All models trained are stored in the Open Neural Network eXchange (ONNX) format. This format is used widely in the industry. Using this format enables future support for importing and exporting models.

4.4 OCNWDAF Multicloud Strategy

Oracle is a platinum member of the Cloud Native Computing Foundation (CNCF) and aligns with the CNCFs vision of an open, cloud-native, and standard approach to develop applications. Based in-depth understanding of service reliability, Oracle strives to create foundational platform services where applications are built to provide service reliability.

Oracle's OCNWDAF and Cloud Native Environment (CNE) are based on industries leading open-source services and tools, this enable operations and management of OCNWDAF in a production-grade environment. Oracle has adopted software architecture principles to support Communications Service Providers multicloud strategy.

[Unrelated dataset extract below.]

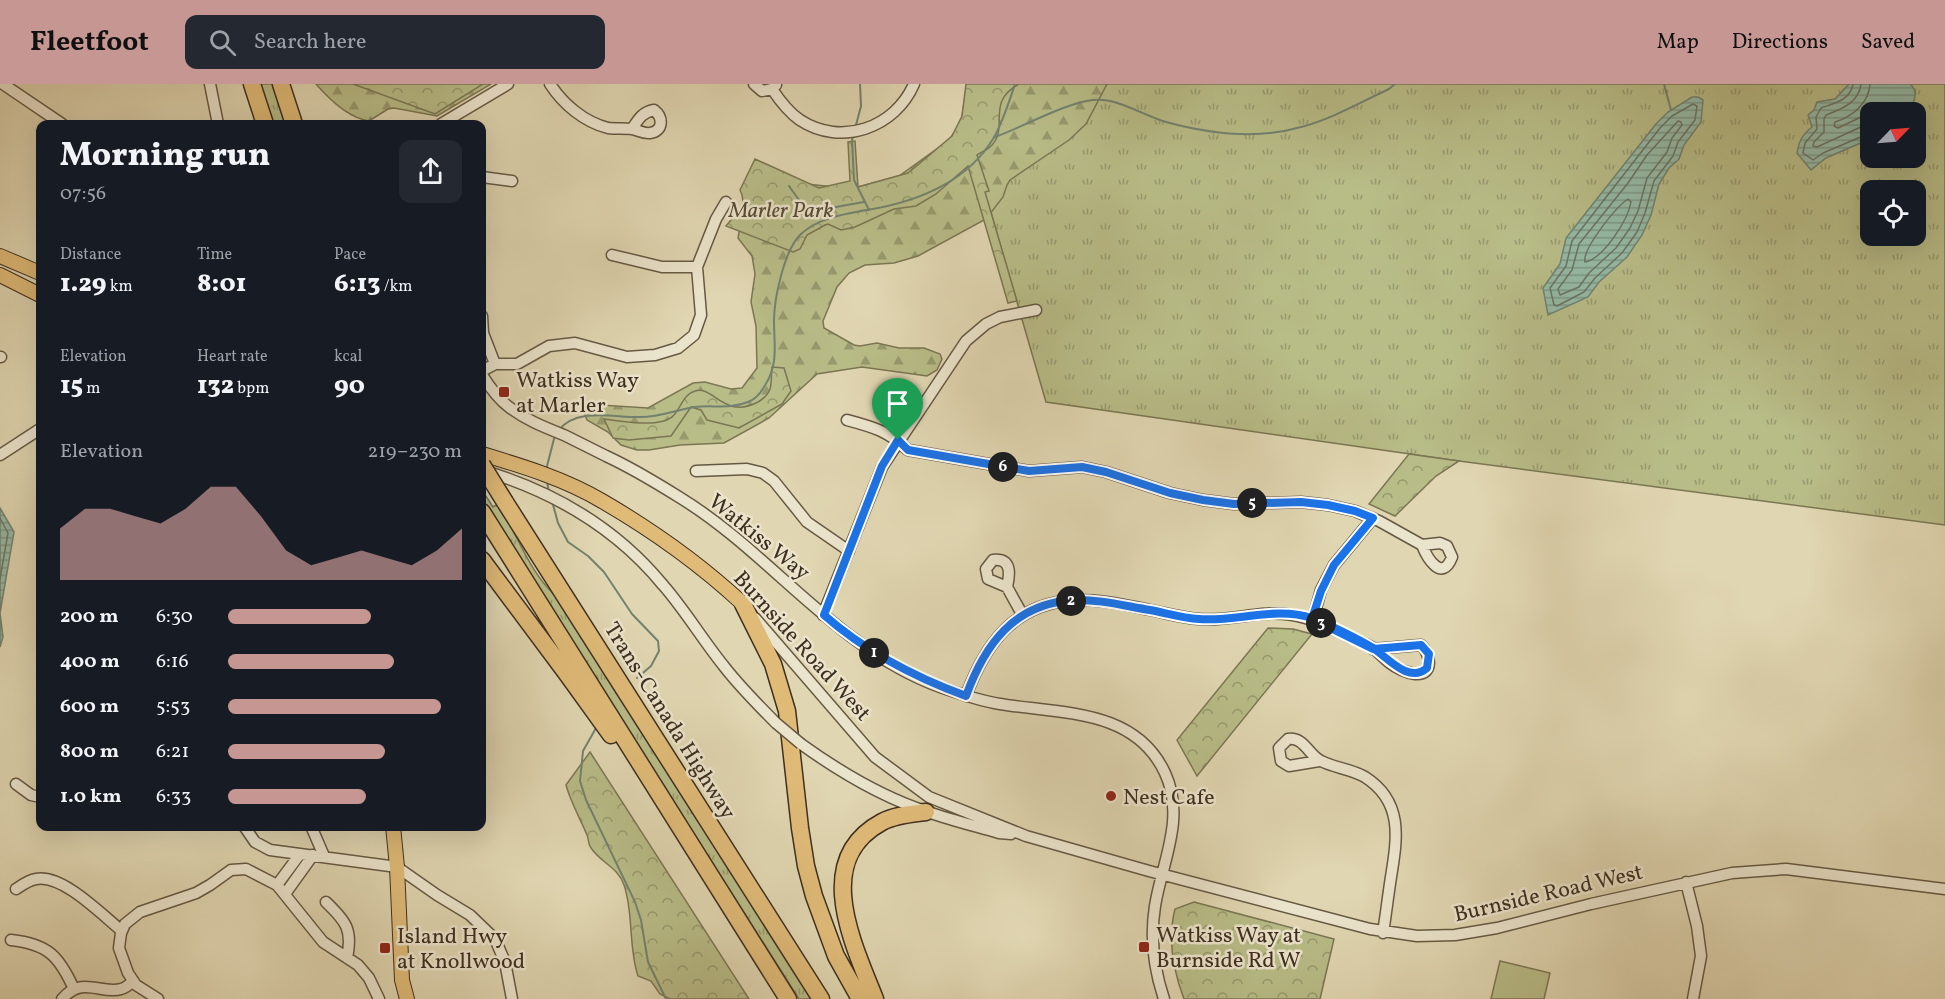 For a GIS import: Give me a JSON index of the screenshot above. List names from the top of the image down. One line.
{"streets":{"highway":["Trans-Canada Highway"],"main road":["Burnside Road West"],"street":["Watkiss Way"]},"crossings":[["Watkiss Way","Burnside Road West"]],"parks":["Marler Park"],"places":{"transit":["Watkiss Way at Marler","Watkiss Way at Burnside Rd W","Island Hwy at Knollwood"],"other":["Nest Cafe"]},"north":"top right","page":{"header":"Fleetfoot","search":"Search here","nav":["Map","Directions","Saved"],"heading":["Morning run","07:56"],"stats":[["Distance","1.29 km"],["Time","8:01"],["Pace","6:13 /km"],["Elevation","15 m"],["Heart rate","132 bpm"],["kcal","90"]],"chart":["Elevation","219–230 m"],"pins":["6","5","2","3","1"],"list":[{"name":"200 m","note":"6:30"},{"name":"400 m","note":"6:16"},{"name":"600 m","note":"5:53"},{"name":"800 m","note":"6:21"},{"name":"1.0 km","note":"6:33"}]}}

  • The Cloud Native Framework represents a collection of shared services which OCNWDAF uses. Oracle maintains a reference Cloud Native Framework utilizing a selection of open-source components and tools for development. The deployment CNE must provide all the Cloud Native Framework services but is free to select the specific version and component providing the service. For example, Oracle's OCNWDAF supports operation with CSPs' version of Prometheus and can support either Jaeger or Zipkin for distributed tracing. A DevOps CI/CD model is supported to ensure OCNWDAF is thoroughly tested and is fully operational in the deployment environment.
  • Kubernetes' environment provides runtime and lifecycle management services. Like the Cloud Native Framework, Oracle maintains a reference Kubernetes environment but allows CSPs to select the specific version used in the deployment CNE. OCNWDAF runs in a containerized environment, uses Kubernetes DNS for service discovery, and can support a variety of Container Network Interfaces which integrate Oracle NFs networking requirements with the deployment SDN environment. The services lifecycle is controlled, deployment specific configuration is permitted and environment files are dynamically associated with the OCNWDAF. Helm charts are used for packaging the component microservices into the OCNWDAF applications. The configured repository handles the versioning available for each service and component microservices. Operators can enable Kubernetes deployments to manage the lifecycle of the OCNWDAF, including the initial roll-out of the service, roll-out of a canary release to validate a new version, and roll-out of an upgrade to a new version.
  • Oracle continuously delivers new functionality into the Oracle Portal. Customers are notified and may choose to trigger their CI/CD workflow to deploy the new functionality. Oracles Communications Global Business Unit implements and executes automated unit tests for each component and service as part of the build process. Automated integration tests are run using the reference Cloud Native Framework to ensure that each component's runtime services and exposed APIs operate as expected. Other automated integration tests ensure APIs and NF components are functional and the overall business logic of the NF is operational. Oracle CGBU includes the subset of these test artefacts (which validate operation with the runtime environment and Cloud Native Framework) with the images of the NF components. Customers can incorporate these automated tests in the target deployment environment.
  • Oracle Communications Automated Test Tools and Scripts (ATS) helps operators to automate the complete testing lifecycle of 5G NFs. This aids in accelerating innovation as software delivery times are significantly shortened. There is a considerable benefit in deploying an automated testing solution in terms of cost, effort, and overall test coverage. With the adoption of DevOps and CI/CD in the Telecommunication domain, number of software releases has significantly increased thus making manual testing very challenging. Oracle Communications ATS helps operators to execute functional, regression and performance test cases easily without user intervention. As a result, operators can quickly deploy new software releases and rapidly roll out new features.